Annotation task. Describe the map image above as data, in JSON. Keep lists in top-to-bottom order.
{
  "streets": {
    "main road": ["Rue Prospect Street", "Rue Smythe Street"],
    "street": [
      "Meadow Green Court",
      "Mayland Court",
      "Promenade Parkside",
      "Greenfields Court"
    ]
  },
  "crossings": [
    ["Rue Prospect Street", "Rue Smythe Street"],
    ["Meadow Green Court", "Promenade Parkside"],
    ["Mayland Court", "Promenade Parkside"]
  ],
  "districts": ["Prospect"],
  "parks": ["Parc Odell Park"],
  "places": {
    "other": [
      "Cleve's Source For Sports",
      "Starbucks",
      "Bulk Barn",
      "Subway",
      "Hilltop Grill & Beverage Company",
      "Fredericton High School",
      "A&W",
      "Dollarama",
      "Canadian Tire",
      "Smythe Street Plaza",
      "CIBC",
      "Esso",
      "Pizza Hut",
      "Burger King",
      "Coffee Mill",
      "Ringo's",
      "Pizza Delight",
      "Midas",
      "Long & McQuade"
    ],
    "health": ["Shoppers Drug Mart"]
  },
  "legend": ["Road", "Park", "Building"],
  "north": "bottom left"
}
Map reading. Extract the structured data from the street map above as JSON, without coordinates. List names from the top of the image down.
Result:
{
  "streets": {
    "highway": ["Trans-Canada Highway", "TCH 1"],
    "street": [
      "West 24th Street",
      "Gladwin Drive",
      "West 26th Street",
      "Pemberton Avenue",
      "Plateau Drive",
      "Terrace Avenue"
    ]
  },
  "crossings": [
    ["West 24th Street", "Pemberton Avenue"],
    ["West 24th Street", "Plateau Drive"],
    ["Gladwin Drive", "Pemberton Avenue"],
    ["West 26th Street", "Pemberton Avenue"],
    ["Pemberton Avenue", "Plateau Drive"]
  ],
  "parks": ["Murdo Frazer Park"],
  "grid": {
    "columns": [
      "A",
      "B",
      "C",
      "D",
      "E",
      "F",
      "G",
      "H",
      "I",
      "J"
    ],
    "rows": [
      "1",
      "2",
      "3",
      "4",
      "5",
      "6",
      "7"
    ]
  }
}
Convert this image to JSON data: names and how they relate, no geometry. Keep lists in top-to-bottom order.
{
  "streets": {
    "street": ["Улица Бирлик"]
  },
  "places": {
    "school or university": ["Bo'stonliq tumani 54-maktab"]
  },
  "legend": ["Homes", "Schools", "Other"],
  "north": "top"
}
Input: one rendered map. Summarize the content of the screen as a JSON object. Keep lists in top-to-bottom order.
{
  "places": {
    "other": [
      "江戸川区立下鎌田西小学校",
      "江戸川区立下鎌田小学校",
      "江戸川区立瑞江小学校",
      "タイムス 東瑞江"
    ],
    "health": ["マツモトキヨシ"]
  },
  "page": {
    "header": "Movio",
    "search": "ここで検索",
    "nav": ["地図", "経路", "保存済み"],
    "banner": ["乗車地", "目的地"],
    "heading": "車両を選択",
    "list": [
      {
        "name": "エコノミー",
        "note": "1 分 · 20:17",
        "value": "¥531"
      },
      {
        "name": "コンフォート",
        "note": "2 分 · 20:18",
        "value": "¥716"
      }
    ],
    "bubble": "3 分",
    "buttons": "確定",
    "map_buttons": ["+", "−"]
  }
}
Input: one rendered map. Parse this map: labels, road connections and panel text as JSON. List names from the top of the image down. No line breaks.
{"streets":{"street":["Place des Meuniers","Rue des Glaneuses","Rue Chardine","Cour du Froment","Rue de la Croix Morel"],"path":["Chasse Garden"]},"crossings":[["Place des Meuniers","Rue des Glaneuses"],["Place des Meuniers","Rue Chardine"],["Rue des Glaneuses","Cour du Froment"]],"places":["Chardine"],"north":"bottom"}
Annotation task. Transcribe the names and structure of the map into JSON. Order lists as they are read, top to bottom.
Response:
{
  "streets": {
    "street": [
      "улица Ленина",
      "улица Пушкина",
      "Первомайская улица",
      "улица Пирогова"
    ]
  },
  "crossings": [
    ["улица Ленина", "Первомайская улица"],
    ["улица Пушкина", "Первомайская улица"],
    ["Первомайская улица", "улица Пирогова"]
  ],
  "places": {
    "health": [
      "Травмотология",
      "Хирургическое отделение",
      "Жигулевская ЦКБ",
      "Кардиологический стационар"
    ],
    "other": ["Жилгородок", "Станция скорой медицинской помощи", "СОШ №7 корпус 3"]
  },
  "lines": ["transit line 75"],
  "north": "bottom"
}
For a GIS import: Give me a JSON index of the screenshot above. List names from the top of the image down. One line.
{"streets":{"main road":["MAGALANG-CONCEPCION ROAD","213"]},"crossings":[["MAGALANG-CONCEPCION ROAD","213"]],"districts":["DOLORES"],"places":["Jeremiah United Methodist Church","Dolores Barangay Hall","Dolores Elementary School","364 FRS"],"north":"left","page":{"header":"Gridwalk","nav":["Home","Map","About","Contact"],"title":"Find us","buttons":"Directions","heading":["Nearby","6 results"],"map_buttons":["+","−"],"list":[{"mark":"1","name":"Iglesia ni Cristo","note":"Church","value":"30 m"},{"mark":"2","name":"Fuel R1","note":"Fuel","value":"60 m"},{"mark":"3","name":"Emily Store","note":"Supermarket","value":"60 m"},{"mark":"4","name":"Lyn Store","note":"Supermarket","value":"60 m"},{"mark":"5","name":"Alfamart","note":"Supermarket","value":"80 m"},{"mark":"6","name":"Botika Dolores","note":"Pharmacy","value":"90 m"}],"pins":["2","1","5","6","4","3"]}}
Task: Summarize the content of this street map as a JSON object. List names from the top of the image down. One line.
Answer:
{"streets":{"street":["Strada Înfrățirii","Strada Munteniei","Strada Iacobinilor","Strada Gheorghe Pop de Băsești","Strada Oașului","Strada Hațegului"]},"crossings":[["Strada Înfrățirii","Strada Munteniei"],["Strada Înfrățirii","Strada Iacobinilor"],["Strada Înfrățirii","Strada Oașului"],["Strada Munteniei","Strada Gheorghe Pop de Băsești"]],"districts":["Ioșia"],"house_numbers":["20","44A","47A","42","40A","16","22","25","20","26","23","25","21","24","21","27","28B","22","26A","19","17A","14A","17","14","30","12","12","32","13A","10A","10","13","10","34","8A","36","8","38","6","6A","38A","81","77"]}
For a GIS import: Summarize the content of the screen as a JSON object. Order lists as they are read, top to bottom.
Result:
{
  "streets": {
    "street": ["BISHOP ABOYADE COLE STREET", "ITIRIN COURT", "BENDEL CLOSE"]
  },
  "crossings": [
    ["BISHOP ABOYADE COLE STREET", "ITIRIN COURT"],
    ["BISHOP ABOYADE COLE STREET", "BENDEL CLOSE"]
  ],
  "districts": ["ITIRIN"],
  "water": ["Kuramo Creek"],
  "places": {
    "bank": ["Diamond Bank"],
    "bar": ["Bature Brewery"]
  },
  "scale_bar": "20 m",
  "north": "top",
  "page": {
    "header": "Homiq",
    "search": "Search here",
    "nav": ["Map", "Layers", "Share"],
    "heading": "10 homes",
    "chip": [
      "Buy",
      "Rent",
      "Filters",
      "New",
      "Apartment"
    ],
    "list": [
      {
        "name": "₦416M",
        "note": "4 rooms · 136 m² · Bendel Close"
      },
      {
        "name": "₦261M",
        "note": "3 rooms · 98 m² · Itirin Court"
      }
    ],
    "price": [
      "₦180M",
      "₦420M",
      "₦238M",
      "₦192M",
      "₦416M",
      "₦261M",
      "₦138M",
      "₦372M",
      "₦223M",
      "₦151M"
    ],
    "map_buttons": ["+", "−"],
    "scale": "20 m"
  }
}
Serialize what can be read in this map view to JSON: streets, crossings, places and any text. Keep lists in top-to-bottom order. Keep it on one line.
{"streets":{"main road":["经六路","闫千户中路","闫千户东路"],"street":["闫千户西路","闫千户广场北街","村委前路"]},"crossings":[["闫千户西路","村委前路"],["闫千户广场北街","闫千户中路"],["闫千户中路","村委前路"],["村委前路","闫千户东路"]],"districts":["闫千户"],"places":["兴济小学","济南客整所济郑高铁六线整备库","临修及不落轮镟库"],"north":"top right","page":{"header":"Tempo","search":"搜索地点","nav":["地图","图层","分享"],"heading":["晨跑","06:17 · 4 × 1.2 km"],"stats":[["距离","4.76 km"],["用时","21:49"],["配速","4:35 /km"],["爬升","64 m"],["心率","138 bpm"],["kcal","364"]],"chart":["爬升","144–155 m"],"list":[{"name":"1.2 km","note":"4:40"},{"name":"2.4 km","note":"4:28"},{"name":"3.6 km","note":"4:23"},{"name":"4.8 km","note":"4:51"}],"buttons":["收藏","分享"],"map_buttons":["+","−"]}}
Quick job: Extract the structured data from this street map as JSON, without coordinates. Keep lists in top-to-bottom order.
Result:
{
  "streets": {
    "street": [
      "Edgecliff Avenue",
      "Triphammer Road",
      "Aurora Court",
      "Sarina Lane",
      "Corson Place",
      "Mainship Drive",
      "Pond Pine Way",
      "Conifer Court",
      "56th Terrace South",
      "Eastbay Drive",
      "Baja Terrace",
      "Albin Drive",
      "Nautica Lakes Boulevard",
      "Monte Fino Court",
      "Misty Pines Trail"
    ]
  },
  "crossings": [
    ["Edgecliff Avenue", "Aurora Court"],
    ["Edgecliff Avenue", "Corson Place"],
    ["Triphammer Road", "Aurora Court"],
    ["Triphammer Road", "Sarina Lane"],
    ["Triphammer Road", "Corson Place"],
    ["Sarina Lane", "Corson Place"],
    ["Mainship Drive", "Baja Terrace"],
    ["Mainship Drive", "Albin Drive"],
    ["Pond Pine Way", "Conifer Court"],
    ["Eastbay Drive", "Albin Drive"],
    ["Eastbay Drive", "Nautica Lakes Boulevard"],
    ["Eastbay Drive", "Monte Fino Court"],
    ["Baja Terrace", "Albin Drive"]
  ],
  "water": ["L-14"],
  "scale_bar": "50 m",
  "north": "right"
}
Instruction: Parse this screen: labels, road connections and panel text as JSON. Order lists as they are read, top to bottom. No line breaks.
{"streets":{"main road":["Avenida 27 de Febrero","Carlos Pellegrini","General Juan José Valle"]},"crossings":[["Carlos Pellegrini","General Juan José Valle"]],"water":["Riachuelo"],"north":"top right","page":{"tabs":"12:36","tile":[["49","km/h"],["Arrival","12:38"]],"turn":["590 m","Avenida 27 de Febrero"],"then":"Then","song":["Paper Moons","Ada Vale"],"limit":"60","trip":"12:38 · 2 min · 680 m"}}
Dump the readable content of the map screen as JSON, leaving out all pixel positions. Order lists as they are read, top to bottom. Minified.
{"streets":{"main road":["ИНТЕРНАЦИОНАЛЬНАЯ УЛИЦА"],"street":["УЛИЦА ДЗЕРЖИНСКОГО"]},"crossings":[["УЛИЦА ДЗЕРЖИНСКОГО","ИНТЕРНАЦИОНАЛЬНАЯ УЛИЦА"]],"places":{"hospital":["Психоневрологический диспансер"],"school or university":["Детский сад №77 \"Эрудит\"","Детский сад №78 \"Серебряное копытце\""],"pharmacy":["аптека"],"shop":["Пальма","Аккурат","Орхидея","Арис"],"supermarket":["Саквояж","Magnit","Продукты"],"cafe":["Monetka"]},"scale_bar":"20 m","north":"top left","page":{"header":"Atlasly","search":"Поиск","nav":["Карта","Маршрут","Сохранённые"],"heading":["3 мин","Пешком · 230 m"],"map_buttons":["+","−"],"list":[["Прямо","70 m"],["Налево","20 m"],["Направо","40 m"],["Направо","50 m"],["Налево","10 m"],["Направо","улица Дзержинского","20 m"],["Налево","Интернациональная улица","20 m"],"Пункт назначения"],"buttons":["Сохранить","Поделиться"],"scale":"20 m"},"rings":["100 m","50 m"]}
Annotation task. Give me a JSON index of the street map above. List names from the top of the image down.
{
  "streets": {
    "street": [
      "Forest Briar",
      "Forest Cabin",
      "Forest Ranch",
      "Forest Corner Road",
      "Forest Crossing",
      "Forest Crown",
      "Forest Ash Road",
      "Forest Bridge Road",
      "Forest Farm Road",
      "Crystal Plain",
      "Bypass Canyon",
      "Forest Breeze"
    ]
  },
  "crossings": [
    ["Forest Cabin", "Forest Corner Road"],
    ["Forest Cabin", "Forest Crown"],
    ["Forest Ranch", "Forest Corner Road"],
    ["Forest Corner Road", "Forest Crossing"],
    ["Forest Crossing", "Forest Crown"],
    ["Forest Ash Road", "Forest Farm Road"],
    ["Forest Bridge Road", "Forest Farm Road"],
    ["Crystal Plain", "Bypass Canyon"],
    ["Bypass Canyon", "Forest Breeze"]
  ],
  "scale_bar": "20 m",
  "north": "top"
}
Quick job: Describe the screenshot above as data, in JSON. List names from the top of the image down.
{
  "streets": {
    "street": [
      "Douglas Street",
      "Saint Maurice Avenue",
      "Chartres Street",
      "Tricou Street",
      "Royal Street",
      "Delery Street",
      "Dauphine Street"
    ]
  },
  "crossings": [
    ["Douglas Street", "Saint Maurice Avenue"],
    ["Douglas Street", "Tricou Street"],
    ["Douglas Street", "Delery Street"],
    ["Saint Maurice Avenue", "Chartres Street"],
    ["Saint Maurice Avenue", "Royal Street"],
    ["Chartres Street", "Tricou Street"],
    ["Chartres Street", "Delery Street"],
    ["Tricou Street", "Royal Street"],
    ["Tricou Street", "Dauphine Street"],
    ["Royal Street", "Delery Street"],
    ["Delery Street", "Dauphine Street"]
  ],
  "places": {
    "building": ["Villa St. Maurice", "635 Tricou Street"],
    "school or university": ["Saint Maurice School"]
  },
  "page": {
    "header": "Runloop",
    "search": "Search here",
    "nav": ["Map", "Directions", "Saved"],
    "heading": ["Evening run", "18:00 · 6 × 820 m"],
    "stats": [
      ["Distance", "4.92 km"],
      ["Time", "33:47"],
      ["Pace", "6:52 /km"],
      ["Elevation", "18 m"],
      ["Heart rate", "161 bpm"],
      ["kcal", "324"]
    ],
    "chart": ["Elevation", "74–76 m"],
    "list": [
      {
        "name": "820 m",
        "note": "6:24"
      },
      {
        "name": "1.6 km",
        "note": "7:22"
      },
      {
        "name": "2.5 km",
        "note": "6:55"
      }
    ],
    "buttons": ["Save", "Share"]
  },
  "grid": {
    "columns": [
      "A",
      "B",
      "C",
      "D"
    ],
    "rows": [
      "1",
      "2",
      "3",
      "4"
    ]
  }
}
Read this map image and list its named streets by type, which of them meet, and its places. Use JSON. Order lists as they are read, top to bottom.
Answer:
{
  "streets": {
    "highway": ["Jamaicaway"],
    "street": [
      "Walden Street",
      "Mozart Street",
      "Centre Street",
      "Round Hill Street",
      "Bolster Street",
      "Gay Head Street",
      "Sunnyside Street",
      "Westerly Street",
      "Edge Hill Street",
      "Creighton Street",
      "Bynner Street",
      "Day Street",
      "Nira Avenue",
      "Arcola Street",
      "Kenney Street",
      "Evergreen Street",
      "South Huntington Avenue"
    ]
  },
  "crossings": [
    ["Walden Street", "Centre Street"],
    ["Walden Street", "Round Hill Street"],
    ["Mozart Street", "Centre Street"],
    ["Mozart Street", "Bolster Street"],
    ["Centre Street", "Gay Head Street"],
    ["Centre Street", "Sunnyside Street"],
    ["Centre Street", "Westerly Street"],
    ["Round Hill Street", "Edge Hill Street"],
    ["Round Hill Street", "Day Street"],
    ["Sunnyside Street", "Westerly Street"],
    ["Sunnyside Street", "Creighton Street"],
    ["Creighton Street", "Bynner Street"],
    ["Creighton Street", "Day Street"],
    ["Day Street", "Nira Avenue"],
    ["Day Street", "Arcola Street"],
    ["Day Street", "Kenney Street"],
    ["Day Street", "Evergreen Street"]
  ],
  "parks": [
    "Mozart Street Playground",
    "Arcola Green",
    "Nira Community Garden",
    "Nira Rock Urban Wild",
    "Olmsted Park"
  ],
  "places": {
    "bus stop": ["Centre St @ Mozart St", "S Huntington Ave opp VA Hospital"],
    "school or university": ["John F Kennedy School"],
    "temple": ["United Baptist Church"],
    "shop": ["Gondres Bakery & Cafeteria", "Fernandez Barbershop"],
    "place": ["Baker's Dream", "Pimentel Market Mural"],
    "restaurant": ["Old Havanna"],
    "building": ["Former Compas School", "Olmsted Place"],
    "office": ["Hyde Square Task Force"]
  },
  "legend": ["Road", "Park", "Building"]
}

• • • • • • •

> **Task requirements**
Tally the lines in the records that contain "BISHOP", then give only the tally.

> **Answer section**
3